Adventures in Vowel Harmony 2003

Research Diary, Summer 2003

Emily Thomforde '04
Swarthmore College
ethomfo1@swarthmore.edu

"'The language' is a statistical abstraction." (Steels 1999)

Swarm Doc

Allspice

Mark

David

Edinburgh

VHFC Results

Swarm Primer

Simulation

Last Week
Next Week
Current

27 July 2003

I'm working today and taking off tomorrow. My goals are to make progress on the paper and to have something of a presentation to make to David on Tuesday. I also have to make sure all my files are in order and I'm confident in the VHFC results, as well as able to explain why they're better than the old ones.

I made the VHFC results chart more readable. I'm now putting together a summary for David of why his prediction for final vowels didn't pan out.

Note to self: Are Hungarian_new and Hungarian_anna different corpora?

An S-curve is the product of a positive feedback loop. One exists in the harmonisation process; it is self-reinforcing because the probability of harmonising depends on lexical harmony, which in turn is increased by harmonisation. Maybe the reason I'm not getting smooth downward curves is that the process of harmonisation is not in a positive feedback loop. It depends on the product of harmony and homophony, which does not uniformly decrease with deharmonisation. If I were to make it depend instead on the amount of lexical disharmony, that would create the self reinforcement I'm looking for: P(deharm) = 1-[self evalHarmonyOfLexicon].

Daily total hours: 5

_________________________________________________________

29 July 2003

I'm trying to figure out if changing to positive feedback made any difference in my results. It seems that I don't get the curve I want all the time. Maybe this is because I still haven't found those golden parameters, or maybe it's a feature of the system. It's all got to do with the random numbers generated by the program at runtime; maybe that's analogous to language dynamics and is evidence for why not all language families have harmony turned on.

On a slightly different note, what is the difference between lanugage evolution and lanugage change? I have previously remarked that evolution attempts to build lanugage from scratch, while change starts with some initial conditions. We're doing change, but maybe we should be doing evolution. What rules are needed for a harmonic lanugage to develop, not what rules are needed for a language to develop harmony. This would solve the problem of Ho. Agents could build a lexicon in Steel's paradigm, but in a noisy channel. Costs associated with imitating words are lowered if the vowels have some coocurrance restrictions. This would work the same with consonants. Homophony could incur some cost, as well. The population would have to find a middle ground.

Daily total hours: 6

______________________________________________________

30 July 2003

I spent the morning running the simulation and setting up a file system to keep track of the results. Baseline figures can be found here.

The parameters to be varied are: maximumProbabilityHarmony, thresholdToZeroHarmony, probMisspeak, and something ruling the homophony threshold. These need to be renamed. We're freezing the bugDensity at 0.5 and the world size at 10x10.

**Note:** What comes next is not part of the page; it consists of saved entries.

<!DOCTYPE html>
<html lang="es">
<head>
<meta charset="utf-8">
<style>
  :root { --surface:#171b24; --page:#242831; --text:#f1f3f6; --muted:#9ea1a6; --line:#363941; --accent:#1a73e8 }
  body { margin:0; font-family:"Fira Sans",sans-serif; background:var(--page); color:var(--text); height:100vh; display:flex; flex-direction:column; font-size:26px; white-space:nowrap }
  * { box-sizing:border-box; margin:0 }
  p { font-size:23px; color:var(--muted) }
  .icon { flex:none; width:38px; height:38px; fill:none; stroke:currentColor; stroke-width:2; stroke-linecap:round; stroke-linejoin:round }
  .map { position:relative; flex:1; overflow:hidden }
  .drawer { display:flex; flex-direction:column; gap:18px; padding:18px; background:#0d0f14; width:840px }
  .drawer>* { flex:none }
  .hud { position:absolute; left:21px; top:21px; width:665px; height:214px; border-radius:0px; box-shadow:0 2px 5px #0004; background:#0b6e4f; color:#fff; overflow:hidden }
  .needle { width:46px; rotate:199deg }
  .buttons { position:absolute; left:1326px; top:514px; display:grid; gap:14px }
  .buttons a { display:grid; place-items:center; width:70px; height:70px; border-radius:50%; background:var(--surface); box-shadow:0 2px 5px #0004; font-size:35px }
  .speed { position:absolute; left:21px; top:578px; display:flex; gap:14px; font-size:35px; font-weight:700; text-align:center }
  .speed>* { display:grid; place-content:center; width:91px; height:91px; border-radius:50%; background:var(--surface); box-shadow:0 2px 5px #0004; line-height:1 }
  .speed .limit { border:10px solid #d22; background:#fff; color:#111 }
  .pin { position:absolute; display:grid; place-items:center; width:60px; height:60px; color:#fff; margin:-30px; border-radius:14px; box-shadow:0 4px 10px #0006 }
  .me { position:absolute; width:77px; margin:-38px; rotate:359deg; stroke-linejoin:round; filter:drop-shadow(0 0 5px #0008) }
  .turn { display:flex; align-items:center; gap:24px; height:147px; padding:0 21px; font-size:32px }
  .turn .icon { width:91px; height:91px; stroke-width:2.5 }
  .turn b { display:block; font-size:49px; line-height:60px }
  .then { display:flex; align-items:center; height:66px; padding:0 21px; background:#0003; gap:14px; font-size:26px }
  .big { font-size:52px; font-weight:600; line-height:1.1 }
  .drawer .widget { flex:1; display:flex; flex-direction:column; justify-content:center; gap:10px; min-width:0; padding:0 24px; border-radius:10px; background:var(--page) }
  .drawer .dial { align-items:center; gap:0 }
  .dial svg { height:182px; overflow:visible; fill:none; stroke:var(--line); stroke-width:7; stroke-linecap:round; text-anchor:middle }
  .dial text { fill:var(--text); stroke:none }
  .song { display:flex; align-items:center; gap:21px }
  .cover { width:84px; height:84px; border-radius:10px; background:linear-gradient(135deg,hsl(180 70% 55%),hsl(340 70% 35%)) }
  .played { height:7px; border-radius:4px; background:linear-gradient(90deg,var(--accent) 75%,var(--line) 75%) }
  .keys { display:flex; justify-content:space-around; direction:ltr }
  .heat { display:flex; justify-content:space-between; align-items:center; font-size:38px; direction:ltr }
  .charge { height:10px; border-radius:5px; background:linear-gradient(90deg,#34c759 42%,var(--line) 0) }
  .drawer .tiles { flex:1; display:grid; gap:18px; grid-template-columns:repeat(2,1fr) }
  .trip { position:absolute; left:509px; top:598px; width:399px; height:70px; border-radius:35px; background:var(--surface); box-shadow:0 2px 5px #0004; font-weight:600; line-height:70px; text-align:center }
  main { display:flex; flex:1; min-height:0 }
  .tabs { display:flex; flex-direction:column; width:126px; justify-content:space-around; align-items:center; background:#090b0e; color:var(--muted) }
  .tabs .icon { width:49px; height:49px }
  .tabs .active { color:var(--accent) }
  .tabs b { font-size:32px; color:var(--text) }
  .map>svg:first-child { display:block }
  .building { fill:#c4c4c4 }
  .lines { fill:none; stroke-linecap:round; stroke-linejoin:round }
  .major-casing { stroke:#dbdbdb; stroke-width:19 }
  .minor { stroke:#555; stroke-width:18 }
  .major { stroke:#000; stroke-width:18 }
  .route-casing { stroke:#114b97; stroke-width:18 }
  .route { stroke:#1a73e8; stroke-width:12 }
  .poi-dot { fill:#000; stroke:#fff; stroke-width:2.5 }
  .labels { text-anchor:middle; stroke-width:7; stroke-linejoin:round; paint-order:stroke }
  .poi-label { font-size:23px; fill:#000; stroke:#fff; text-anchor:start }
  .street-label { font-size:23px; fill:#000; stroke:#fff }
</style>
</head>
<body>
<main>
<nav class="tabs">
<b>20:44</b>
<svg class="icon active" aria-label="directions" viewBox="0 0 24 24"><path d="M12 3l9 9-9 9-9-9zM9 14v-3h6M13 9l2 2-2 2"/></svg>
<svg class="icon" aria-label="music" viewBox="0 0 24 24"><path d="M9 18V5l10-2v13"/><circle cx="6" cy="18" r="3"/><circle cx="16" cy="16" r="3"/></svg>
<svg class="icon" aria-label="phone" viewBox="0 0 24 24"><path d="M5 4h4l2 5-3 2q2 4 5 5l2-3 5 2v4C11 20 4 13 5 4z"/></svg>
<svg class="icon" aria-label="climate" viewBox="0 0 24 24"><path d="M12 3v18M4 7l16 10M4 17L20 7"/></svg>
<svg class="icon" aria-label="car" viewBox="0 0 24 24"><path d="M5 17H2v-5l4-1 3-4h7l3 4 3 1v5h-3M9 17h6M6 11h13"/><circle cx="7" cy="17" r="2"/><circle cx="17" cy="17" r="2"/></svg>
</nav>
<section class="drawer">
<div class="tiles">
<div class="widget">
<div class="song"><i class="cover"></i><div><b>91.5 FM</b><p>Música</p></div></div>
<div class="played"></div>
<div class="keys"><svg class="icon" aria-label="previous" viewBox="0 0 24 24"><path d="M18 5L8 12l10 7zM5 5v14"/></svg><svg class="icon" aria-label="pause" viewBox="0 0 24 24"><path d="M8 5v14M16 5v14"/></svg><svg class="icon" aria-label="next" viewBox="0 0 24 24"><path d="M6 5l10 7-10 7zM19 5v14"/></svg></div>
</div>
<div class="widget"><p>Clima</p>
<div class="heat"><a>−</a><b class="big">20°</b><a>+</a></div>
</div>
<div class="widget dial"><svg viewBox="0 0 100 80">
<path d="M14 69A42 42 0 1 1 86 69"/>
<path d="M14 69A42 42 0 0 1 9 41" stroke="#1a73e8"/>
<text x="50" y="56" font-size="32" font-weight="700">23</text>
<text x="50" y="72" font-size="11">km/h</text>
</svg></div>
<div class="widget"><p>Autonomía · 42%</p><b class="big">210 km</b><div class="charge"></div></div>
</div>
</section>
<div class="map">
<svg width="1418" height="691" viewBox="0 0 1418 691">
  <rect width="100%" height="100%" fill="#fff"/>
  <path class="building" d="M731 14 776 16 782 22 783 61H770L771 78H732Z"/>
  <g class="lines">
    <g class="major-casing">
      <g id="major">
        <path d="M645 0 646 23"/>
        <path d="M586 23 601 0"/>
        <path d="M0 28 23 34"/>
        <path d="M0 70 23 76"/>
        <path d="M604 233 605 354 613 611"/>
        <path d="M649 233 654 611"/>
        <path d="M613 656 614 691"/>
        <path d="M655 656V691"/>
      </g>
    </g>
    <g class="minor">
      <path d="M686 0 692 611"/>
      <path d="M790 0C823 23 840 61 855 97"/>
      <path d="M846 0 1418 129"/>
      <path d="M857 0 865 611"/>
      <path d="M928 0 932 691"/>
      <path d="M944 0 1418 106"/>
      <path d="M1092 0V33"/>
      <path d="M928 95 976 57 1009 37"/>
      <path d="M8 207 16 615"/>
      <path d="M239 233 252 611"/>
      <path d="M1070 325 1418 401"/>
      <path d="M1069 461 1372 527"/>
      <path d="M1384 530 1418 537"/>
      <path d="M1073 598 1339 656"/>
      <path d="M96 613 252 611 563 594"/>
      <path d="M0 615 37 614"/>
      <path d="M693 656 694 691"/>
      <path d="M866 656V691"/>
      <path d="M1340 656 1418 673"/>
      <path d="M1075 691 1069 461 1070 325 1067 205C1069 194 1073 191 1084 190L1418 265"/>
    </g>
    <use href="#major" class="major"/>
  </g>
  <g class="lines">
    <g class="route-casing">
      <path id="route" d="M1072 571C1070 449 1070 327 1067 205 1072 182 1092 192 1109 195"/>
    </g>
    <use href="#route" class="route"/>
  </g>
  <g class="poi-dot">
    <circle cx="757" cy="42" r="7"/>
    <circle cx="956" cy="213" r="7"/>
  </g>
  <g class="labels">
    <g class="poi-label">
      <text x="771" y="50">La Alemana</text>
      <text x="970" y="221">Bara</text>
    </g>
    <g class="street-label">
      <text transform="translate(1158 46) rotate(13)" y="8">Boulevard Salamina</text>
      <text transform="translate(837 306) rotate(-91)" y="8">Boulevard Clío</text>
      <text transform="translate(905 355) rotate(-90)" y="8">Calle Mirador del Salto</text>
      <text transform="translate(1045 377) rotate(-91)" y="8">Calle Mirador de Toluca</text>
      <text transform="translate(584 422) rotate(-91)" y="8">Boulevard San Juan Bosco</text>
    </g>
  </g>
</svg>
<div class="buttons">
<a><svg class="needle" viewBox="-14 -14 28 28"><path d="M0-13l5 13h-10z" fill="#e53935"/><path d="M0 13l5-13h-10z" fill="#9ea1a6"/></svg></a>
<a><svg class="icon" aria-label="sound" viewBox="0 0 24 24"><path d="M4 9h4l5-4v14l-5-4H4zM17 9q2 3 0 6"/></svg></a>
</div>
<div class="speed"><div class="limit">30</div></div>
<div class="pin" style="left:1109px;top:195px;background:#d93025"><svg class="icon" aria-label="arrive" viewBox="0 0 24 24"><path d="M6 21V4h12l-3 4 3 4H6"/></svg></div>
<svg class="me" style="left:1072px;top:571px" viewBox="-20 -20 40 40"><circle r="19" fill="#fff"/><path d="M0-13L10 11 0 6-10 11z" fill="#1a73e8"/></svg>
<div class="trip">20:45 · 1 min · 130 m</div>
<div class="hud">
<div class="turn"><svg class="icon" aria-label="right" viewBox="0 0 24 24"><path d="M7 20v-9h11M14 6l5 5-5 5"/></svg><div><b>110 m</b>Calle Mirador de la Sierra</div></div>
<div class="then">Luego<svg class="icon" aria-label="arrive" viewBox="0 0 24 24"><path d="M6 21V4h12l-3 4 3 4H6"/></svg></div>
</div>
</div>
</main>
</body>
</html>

The most daunting task will be to find a representative sample of the variable permutations. I'll be setting up a structure for those after lunch.

**********************

VHFC and Neutral Vowels:

The previous incarnation of the VHFC calculated the harmony threshold with the following formula:

P(harm)=P(back word)+P(front word)

This was insufficient for a system with neutral vowels becuase it does not include the instances of words containing all neutral vowels, for one. So, in order to be able to accurately calculate the harmony threshold, the formula is now as follows:

P(harm)=P(back/neutral word) + P(front/neutral word) + P(neutral word)

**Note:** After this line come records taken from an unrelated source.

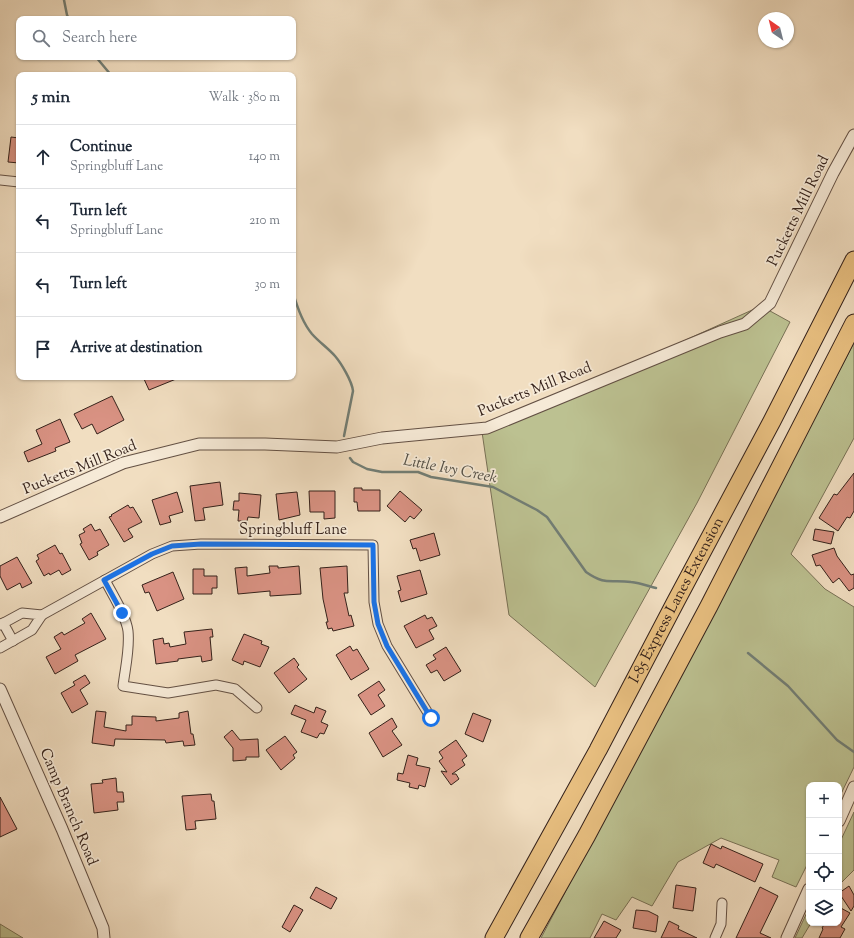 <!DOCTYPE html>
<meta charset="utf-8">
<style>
body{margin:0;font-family:"Sorts Mill Goudy",serif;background:#f2f2f3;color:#1f2937}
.controls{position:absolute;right:12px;bottom:12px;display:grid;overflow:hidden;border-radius:8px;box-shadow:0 1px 3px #0004}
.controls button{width:36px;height:36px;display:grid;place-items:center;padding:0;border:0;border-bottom:1px solid #e0e1e3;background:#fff;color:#1f2937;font:20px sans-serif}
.compass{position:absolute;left:758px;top:12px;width:36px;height:36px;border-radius:50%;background:#fff;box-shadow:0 1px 3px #0004;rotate:325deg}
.stop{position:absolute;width:12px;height:12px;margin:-9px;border:3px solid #1a73e8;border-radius:50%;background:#fff}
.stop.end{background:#1a73e8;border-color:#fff;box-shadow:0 1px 4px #0008}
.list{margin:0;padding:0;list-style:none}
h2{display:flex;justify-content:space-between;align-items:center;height:52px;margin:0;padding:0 16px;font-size:17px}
h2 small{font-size:13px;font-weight:400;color:#747a83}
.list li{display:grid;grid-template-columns:26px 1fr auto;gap:12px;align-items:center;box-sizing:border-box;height:64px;padding:0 16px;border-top:1px solid #e0e1e3}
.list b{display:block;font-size:15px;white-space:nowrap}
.list p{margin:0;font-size:13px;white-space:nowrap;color:#747a83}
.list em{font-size:13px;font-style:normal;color:#747a83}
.icon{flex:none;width:22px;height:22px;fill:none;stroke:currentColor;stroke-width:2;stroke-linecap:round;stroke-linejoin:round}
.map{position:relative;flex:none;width:854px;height:938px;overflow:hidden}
.search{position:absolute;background:#fff;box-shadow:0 1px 3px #0004;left:16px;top:16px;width:280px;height:44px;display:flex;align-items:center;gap:10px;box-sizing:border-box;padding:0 14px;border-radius:8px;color:#747a83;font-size:15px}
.panel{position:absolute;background:#fff;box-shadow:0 1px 3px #0004;left:16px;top:72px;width:280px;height:308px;border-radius:8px}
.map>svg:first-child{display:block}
.green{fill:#bcc191;stroke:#787156}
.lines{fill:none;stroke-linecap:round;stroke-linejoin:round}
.stream{stroke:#727e75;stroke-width:2.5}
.building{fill:#d99283;stroke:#34211a}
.minor-casing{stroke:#635044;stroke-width:11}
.tertiary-casing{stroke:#635044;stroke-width:13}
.motorway-casing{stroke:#34211a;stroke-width:19}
.minor{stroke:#f6ead7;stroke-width:9}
.tertiary{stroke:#f6ead7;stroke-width:11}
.motorway{stroke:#e8bf80;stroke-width:17}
.route{stroke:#1a73e8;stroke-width:5}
.labels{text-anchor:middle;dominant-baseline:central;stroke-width:3.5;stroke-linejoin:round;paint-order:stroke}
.street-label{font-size:15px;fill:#34211a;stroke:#f6ead7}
.water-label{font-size:16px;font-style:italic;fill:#535047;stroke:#f6ead7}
</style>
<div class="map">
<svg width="854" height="938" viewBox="0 0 854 938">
<rect width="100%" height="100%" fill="#f1dec1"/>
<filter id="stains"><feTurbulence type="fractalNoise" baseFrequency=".005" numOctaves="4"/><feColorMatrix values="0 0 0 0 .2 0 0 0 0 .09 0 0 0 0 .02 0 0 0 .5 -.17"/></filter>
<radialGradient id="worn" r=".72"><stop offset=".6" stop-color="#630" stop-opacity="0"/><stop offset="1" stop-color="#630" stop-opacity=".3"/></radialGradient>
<g class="green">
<path d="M761,306L790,322L697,503L595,687L509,615L482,432Z"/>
<path d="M854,343V438L791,554L825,589L854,607V767L839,798V785H809V861L796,887L772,877L779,860L721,838L678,862L652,906L632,897L616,920L602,914L590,938H541Z"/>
<path d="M854,812V870L839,885V844Z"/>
<path d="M809,908V923H811L802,938H795Z"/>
<path d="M0,924L23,938H0Z"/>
</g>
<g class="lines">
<g class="stream">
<path d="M64,0L67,15L69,19"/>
<path d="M96,57L111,75"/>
<path d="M293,292C297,307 302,322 312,334C319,342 328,348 335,356C341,363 352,381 353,391L344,436"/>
<path d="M350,458L353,462L367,469L382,472H418L431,477L493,487L537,510L547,517L586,572C606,586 610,579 631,582C640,583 648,586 656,588"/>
<path d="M748,653L788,686L837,740L854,752"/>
</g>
</g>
<g class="building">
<path d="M11,137L19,138V163L8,162Z"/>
<path d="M150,377H181L149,390L144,379Z"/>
<path d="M112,396L124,420L97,434L92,424L82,429L74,414Z"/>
<path d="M60,419L70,442L55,448L56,451L28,462L24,452L42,444L36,430Z"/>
<path d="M854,473V511L850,518L847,517L838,531L819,518L834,494L837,495Z"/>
<path d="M220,482L223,505L203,508L205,520L195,521L190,486Z"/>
<path d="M354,488H362V490H380V511H358L357,502H354Z"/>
<path d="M309,491H335V518L324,519V512H310Z"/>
<path d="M400,491L422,510L414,519L410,516L405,522L387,506Z"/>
<path d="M177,492L183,512L169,516L171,522L160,525L152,500Z"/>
<path d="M297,492L300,515L279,520L276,494Z"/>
<path d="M239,493L261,495L259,518L248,517L247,521H238L239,510H233L234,501H239Z"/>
<path d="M128,505L130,508L133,507L142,522L128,529L133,537L124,542L109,517L112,516L111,515Z"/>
<path d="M91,524L95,531L100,529L109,545L97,552L98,555L89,560L80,544L82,543L79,535L85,532L83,529Z"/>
<path d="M815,529L834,532L831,544L813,540Z"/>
<path d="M434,533L440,555L420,561L416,548L413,549L410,540Z"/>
<path d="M55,545L60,554L62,553L71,570L62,575L59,570L50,575L49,573L44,576L36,561L39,559L37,555Z"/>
<path d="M834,548L837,556L851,575L854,574V588L849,591L839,578L833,583L820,565L816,566L812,555Z"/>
<path d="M17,557L32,583L22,588L20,583L7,590L0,576V566Z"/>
<path d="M269,566H278V568L299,566L301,594L270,596V591L238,594L235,568L247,567V576L270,573Z"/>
<path d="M347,566L348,593H344L349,616L351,615L354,626L333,631L332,628L328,629L326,622H328L323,599L320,568Z"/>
<path d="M193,569H204V576H217V588H212V594H193Z"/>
<path d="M420,570L427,594L401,602L398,591L401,590L397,576Z"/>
<path d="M173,572L184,599L157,611L149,592L145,593L142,585Z"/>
<path d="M91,613L106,639L75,655L78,661L55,674L46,657L61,649L54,637L62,632L64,635L85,623L82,619Z"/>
<path d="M425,615L427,619L432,617L437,626L429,630L434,639L416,648L404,626Z"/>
<path d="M212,629L213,637H210L212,660L202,662L201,656L178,659V661L156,664L153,640L163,638L164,644L169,643L170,647L186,644L184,632Z"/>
<path d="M244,634L262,641L261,644L269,647L260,667L244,661L243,665L232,660Z"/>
<path d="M350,646L353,651L357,649L369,669L351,680L336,655Z"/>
<path d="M446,647L461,671L444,681L437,670L431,673L426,665L436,659L433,655Z"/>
<path d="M294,658L299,665L297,667L307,679L289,693L274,673Z"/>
<path d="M85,675L90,683L80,690L88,704L72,713L61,693L75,685L73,682Z"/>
<path d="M379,681L385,690L378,695L385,706L371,715L358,695Z"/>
<path d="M295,705L314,713L316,707L326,711L321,722L328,725L324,734L320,733L317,738L301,732L306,720L291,714Z"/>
<path d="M96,711L106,712L104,727L126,731V725H132V716L156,717V721L179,718V713L188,711L191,734H193L195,745L184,746L183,741L166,743L165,740L115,739L114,746L92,743Z"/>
<path d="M473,713L491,720L483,742L465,734Z"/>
<path d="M392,718L397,727L392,731L402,745L383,757L369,733Z"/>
<path d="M232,730L240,740L258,739L259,757H246V760L233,761V748L224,737Z"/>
<path d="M285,736L297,752L293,755L295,758L281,770L266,750Z"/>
<path d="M456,740L467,756L462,760L465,765L452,774H456L459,779L451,785L441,771L447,772L439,761L443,758L439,752Z"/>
<path d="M408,755L418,758L416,765L430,768L425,787L419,785L418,789L409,787L410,783L397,780L398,773L403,774Z"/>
<path d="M116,778L117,792H123L124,802H117L118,810L94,813L91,784L103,783L102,780Z"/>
<path d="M211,794L212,801H214L216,819L195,821L196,829L186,830L182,796Z"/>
<path d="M0,797L17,829L0,837Z"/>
<path d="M711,844L721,849L722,846L763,864L755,882L716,864L714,868L703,863Z"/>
<path d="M676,885L696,888L693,911L673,908Z"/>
<path d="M849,886L854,895V906L851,911L839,893Z"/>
<path d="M316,887L337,898L331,909L310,898Z"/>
<path d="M760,887L778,896L760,933L771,938H736Z"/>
<path d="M294,905L303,910L290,932L282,927Z"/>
<path d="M839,907L850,913L841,927L845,929L840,938H819L823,929L822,928L825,923H839Z"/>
<path d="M636,910L648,911L658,916L656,932L633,928Z"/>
<path d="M604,921L621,930L616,938H594Z"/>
<path d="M669,921L679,926L678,929L697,938H661Z"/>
</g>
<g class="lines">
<defs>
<g id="minor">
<path d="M0,180L19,182"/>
<path d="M105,580C112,594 126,615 128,631C130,649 125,669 123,686L168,693L216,685L235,689L257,708"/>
<path d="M42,615L152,554L172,546L201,544L373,545L374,602L378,624L387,646L431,718"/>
<path d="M3,623L13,641"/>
<path d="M0,625L22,613L42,615L32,630L0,648"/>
<path d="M715,938L721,924L722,903"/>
</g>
<g id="tertiary">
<path d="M0,517L123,463L199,444H265L337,447L382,438L487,428L720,332L745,324L770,303L833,173L854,135"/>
<path d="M0,689L62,829L103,928L104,938"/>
<path d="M839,821L854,787"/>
<path d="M787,938L809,889"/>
</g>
<g id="motorway">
<path id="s1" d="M494,938L598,750L676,601L772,421L854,260"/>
<path d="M529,938L587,835L709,606L854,323"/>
</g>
</defs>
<use href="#minor" class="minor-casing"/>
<use href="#tertiary" class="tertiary-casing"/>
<use href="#motorway" class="motorway-casing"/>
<use href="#minor" class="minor"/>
<use href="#tertiary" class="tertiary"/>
<use href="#motorway" class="motorway"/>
</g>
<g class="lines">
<path class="route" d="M122,613L104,580L152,554L172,546L201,544L373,545L374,602L378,624L387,646L431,718"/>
</g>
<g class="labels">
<g class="street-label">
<text transform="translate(799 211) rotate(-64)">Pucketts Mill Road</text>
<text transform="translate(535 390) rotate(-22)">Pucketts Mill Road</text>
<text transform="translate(80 468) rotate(-22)">Pucketts Mill Road</text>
<text x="293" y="530">Springbluff Lane</text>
<text stroke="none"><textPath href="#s1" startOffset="384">I-85 Express Lanes Extension</textPath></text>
<text transform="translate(68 807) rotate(67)">Camp Branch Road</text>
</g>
<g class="water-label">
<text transform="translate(450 470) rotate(11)">Little Ivy Creek</text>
</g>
</g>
<rect width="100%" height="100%" filter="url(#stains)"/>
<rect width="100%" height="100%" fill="url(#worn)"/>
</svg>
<div class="controls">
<button>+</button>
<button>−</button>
<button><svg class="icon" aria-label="locate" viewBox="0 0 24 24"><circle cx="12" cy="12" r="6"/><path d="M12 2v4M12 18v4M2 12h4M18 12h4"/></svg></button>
<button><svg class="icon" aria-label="layers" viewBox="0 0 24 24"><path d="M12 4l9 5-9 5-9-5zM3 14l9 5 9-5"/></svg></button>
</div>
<svg class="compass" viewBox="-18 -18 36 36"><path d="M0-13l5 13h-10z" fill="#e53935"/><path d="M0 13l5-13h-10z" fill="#747a83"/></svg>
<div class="stop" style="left:431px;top:718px"></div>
<div class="stop end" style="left:122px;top:613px"></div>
<div class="search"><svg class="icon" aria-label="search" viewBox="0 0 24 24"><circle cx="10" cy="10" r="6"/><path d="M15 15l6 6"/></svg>Search here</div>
<section class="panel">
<h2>5 min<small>Walk · 380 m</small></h2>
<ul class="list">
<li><svg class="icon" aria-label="ahead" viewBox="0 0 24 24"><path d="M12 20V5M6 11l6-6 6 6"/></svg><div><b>Continue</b><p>Springbluff Lane</p></div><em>140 m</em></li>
<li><svg class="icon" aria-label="left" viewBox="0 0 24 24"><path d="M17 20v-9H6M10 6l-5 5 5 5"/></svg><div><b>Turn left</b><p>Springbluff Lane</p></div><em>210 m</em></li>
<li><svg class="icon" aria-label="left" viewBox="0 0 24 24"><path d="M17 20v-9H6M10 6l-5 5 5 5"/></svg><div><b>Turn left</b></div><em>30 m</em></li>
<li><svg class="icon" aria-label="arrive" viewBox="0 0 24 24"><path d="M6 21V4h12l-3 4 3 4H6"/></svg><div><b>Arrive at destination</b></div></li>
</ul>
</section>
</div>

This is realised in the program thus:

P(harm) = (P(f&1)*P((f|n)&2)^avg-1))
+ (P(b&1)*P((b|n)&2)^avg-1)
+ (P(n&1)*P((n|f)&2)^avg-1)
+ (P(n&1)*P((n|b)&2)^avg-1)
- (P(n&1)*P(n&2)^avg-1)

This is based on the original method for calculating domain harmony for one class:

P(x word) = P(x&1)*P(x&2)^avg-1 (The probability of getting an x vowel in the first syllable, multiplied by the probability of getting an x vowel in subsequent syllables, raised to the power of the average number of subsequent syllables.)

The new formula is then:

The probability of getting a word with a front vowel in the first syllable and front or neutral vowels in all other syllables
PLUS
The probability of getting a word with a back vowel in the first syllable and back or neutral vowels in all other syllabes
PLUS
The probability of getting a word with a neutral vowel in the first syllable and front or neutral vowels in all other syllables
PLUS
The probability of getting a word with a neutral vowel in the first syllable and back or neutral vowels in all other syllables
MINUS
The probability of getting a word with all neutral vowels (because the last two values caused this to be counted twice.)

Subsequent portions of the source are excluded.